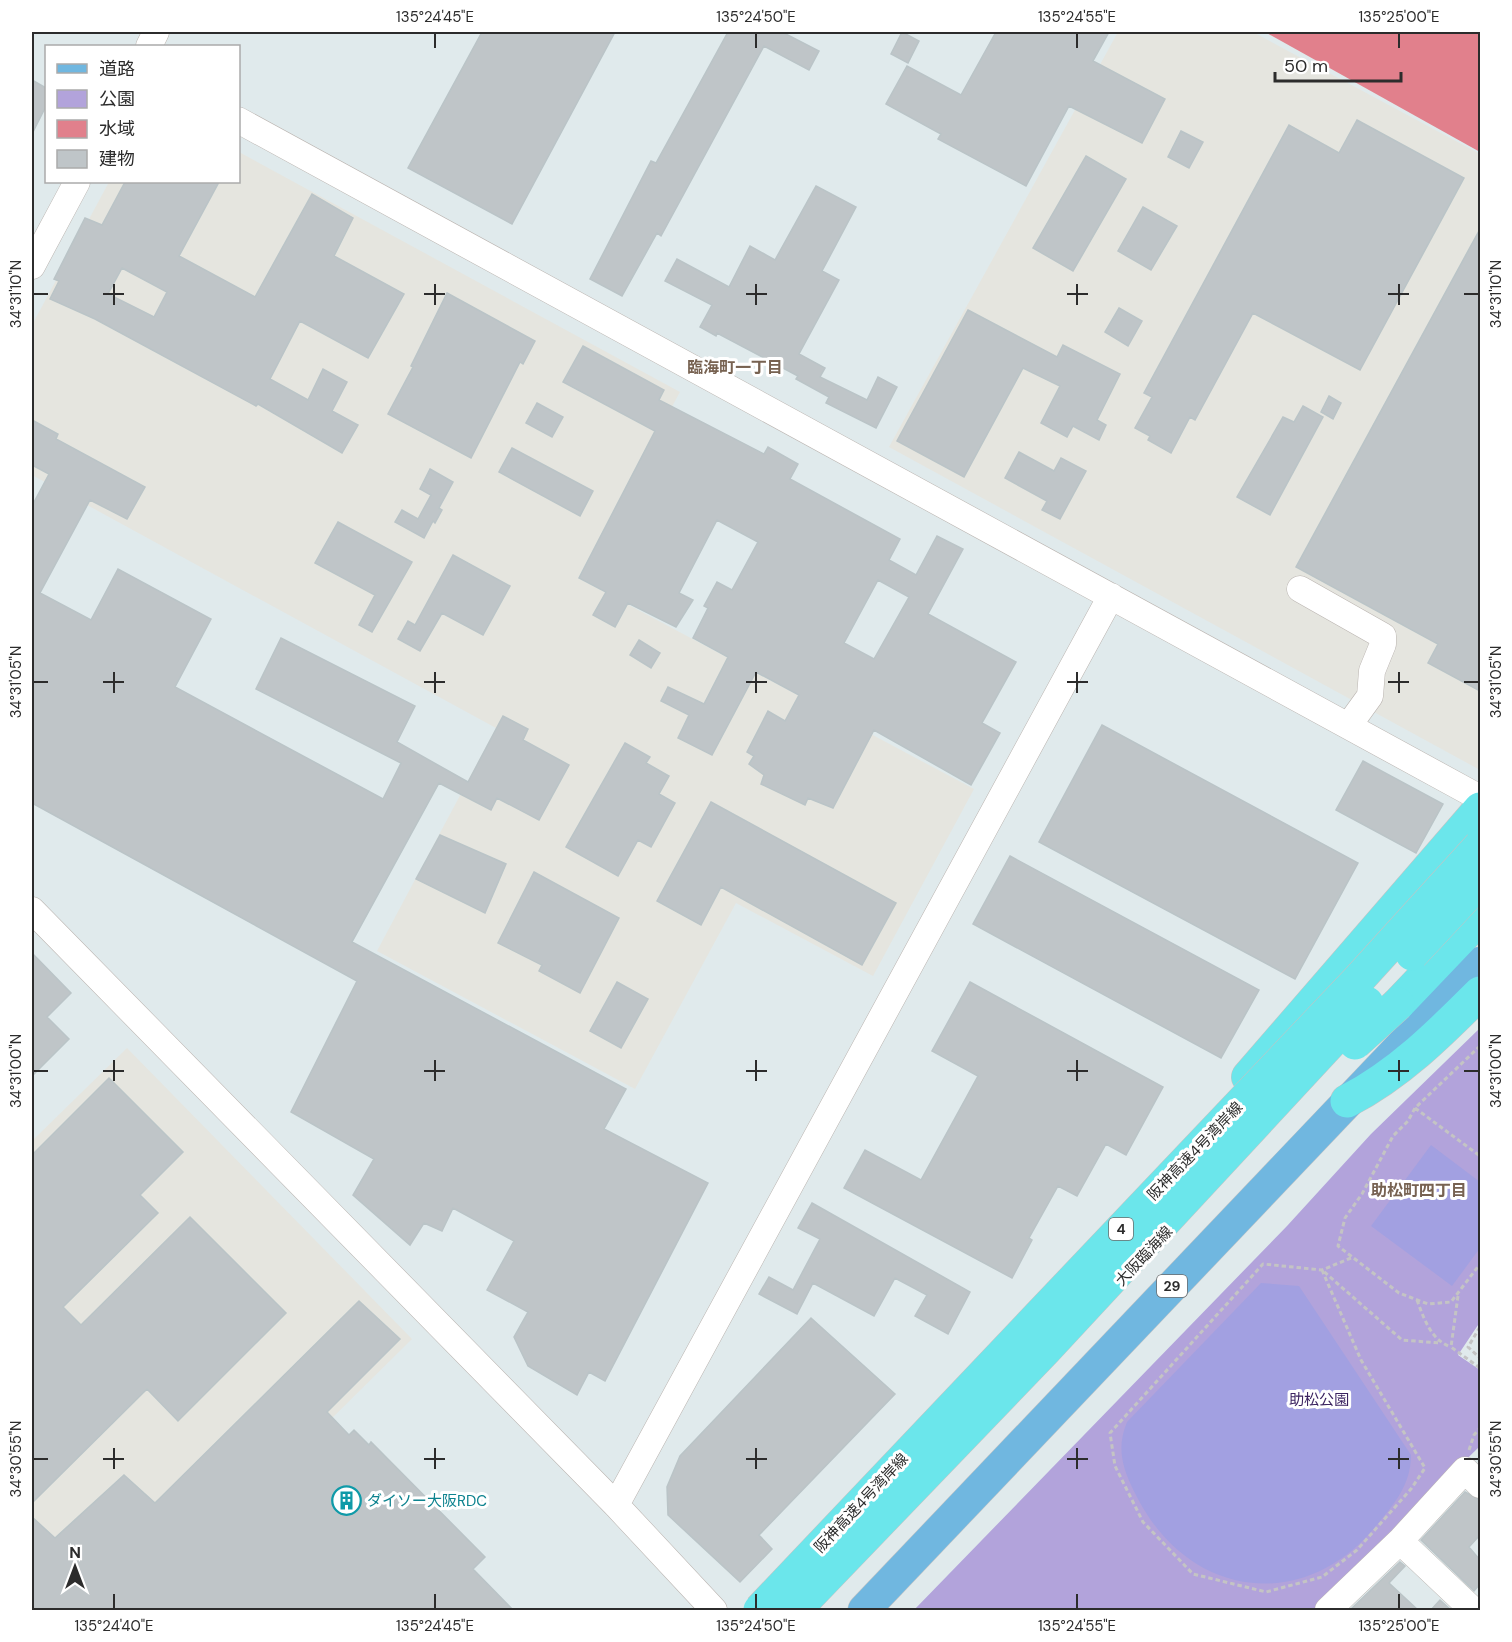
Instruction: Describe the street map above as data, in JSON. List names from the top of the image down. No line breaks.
{"streets":{"highway":["阪神高速4号湾岸線","4"],"main road":["大阪臨海線","29"]},"districts":["臨海町一丁目","助松町四丁目"],"parks":["助松公園"],"places":{"building":["ダイソー大阪RDC"]},"legend":["道路","公園","水域","建物"],"scale_bar":"50 m","north":"top","coordinates":["135°24'45\"E","135°24'50\"E","135°24'55\"E","135°25'00\"E","34°31'10\"N","34°31'05\"N","34°31'00\"N","34°30'55\"N","135°24'40\"E"]}
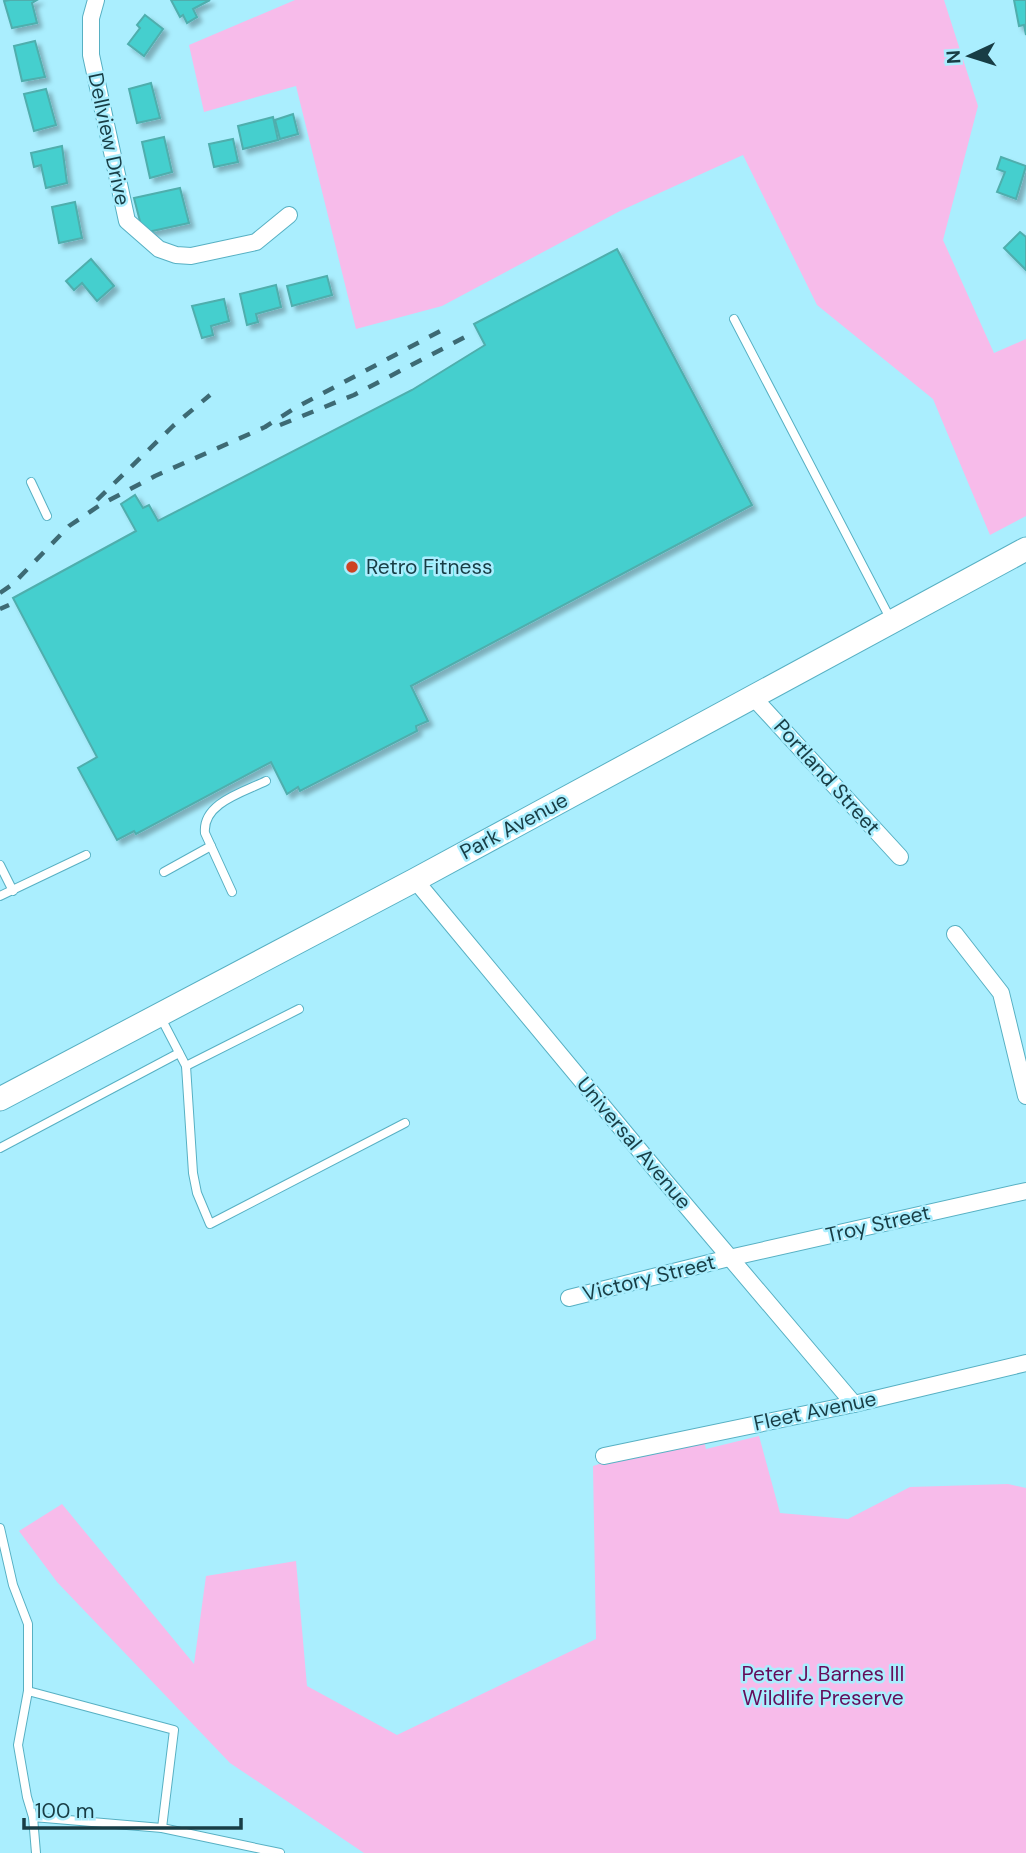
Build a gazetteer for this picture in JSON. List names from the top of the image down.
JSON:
{
  "streets": {
    "street": [
      "Dellview Drive",
      "Portland Street",
      "Park Avenue",
      "Universal Avenue",
      "Troy Street",
      "Victory Street",
      "Fleet Avenue"
    ]
  },
  "crossings": [
    ["Portland Street", "Park Avenue"],
    ["Park Avenue", "Universal Avenue"],
    ["Universal Avenue", "Troy Street"],
    ["Universal Avenue", "Victory Street"],
    ["Universal Avenue", "Fleet Avenue"],
    ["Troy Street", "Victory Street"]
  ],
  "parks": ["Peter J. Barnes III Wildlife Preserve"],
  "places": ["Retro Fitness"],
  "scale_bar": "100 m",
  "north": "left"
}
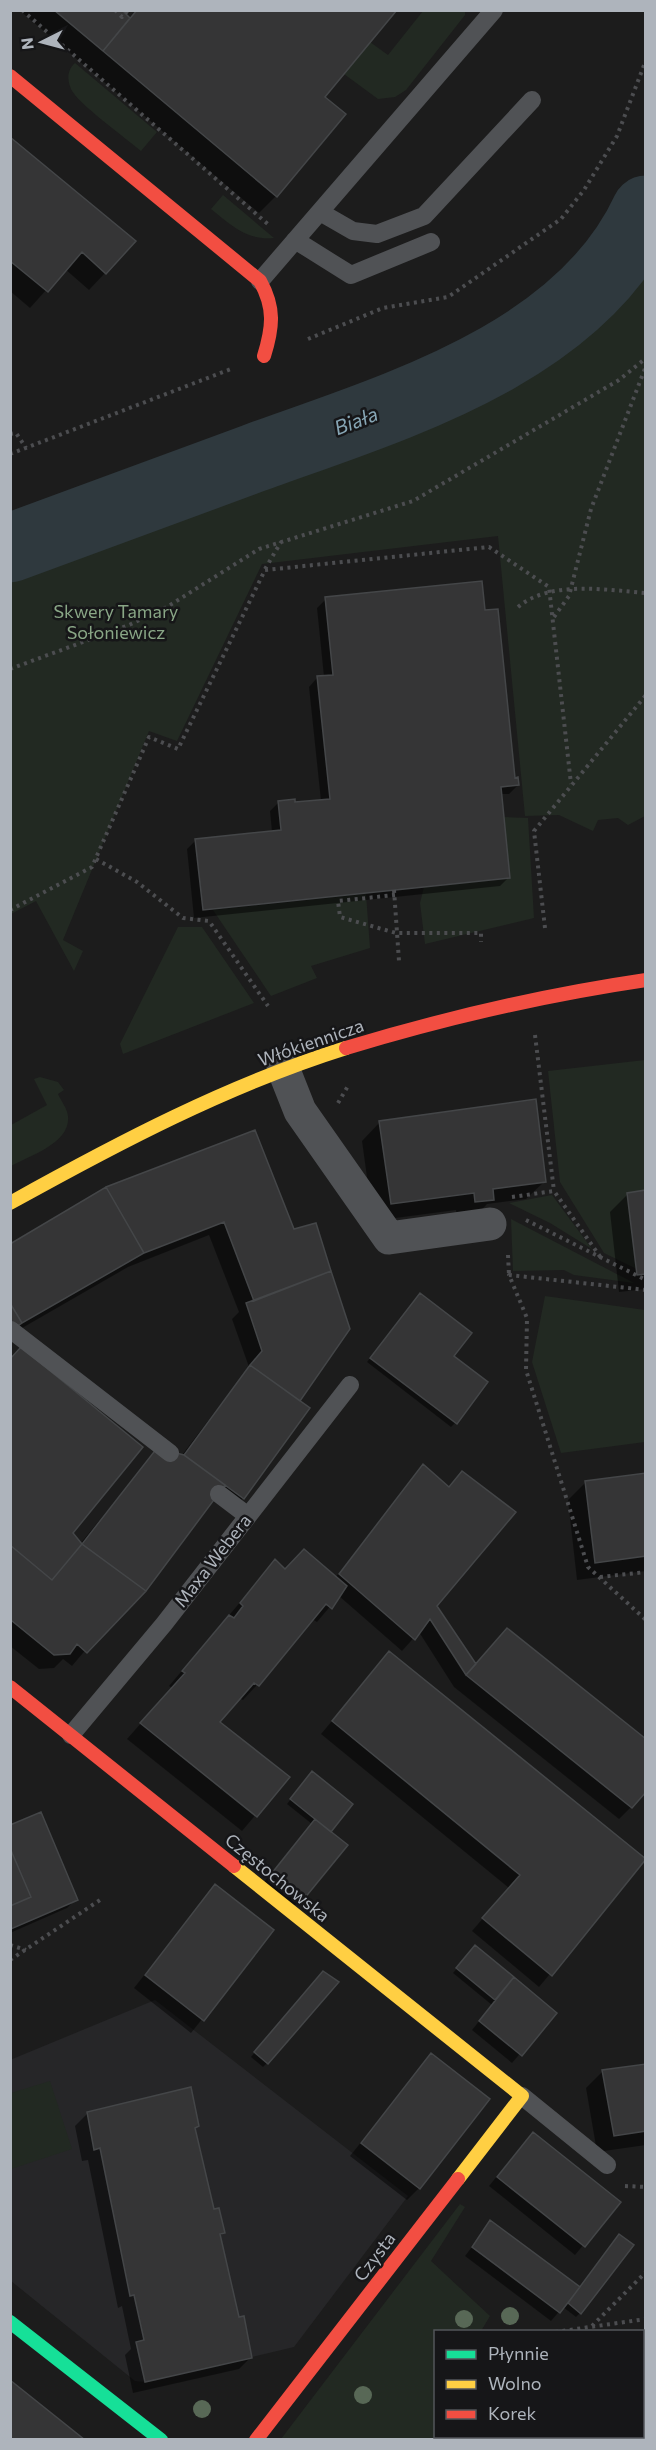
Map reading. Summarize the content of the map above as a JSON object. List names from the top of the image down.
{
  "streets": {
    "street": ["Włókiennicza", "Częstochowska", "Czysta"],
    "lane": ["Maxa Webera"]
  },
  "crossings": [
    ["Maxa Webera", "Częstochowska"],
    ["Częstochowska", "Czysta"]
  ],
  "water": ["Biała"],
  "parks": ["Skwery Tamary Sołoniewicz"],
  "legend": ["Płynnie", "Wolno", "Korek"],
  "north": "left"
}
------------------------------------
→ **Task goal**: Make an exact copy of the records above, with the pictures left out.

→ **Response to this exercise**:
Instruction: Describe the street map above as data, in JSON. List names from the top of the image down. No line breaks.
{"streets":{"highway":["阪神高速4号湾岸線","4"],"main road":["大阪臨海線","29"]},"districts":["臨海町一丁目","助松町四丁目"],"parks":["助松公園"],"places":{"building":["ダイソー大阪RDC"]},"legend":["道路","公園","水域","建物"],"scale_bar":"50 m","north":"top","coordinates":["135°24'45\"E","135°24'50\"E","135°24'55\"E","135°25'00\"E","34°31'10\"N","34°31'05\"N","34°31'00\"N","34°30'55\"N","135°24'40\"E"]}
Build a gazetteer for this picture in JSON. List names from the top of the image down.
JSON:
{
  "streets": {
    "street": [
      "Dellview Drive",
      "Portland Street",
      "Park Avenue",
      "Universal Avenue",
      "Troy Street",
      "Victory Street",
      "Fleet Avenue"
    ]
  },
  "crossings": [
    ["Portland Street", "Park Avenue"],
    ["Park Avenue", "Universal Avenue"],
    ["Universal Avenue", "Troy Street"],
    ["Universal Avenue", "Victory Street"],
    ["Universal Avenue", "Fleet Avenue"],
    ["Troy Street", "Victory Street"]
  ],
  "parks": ["Peter J. Barnes III Wildlife Preserve"],
  "places": ["Retro Fitness"],
  "scale_bar": "100 m",
  "north": "left"
}
Map reading. Summarize the content of the map above as a JSON object. List names from the top of the image down.
{
  "streets": {
    "street": ["Włókiennicza", "Częstochowska", "Czysta"],
    "lane": ["Maxa Webera"]
  },
  "crossings": [
    ["Maxa Webera", "Częstochowska"],
    ["Częstochowska", "Czysta"]
  ],
  "water": ["Biała"],
  "parks": ["Skwery Tamary Sołoniewicz"],
  "legend": ["Płynnie", "Wolno", "Korek"],
  "north": "left"
}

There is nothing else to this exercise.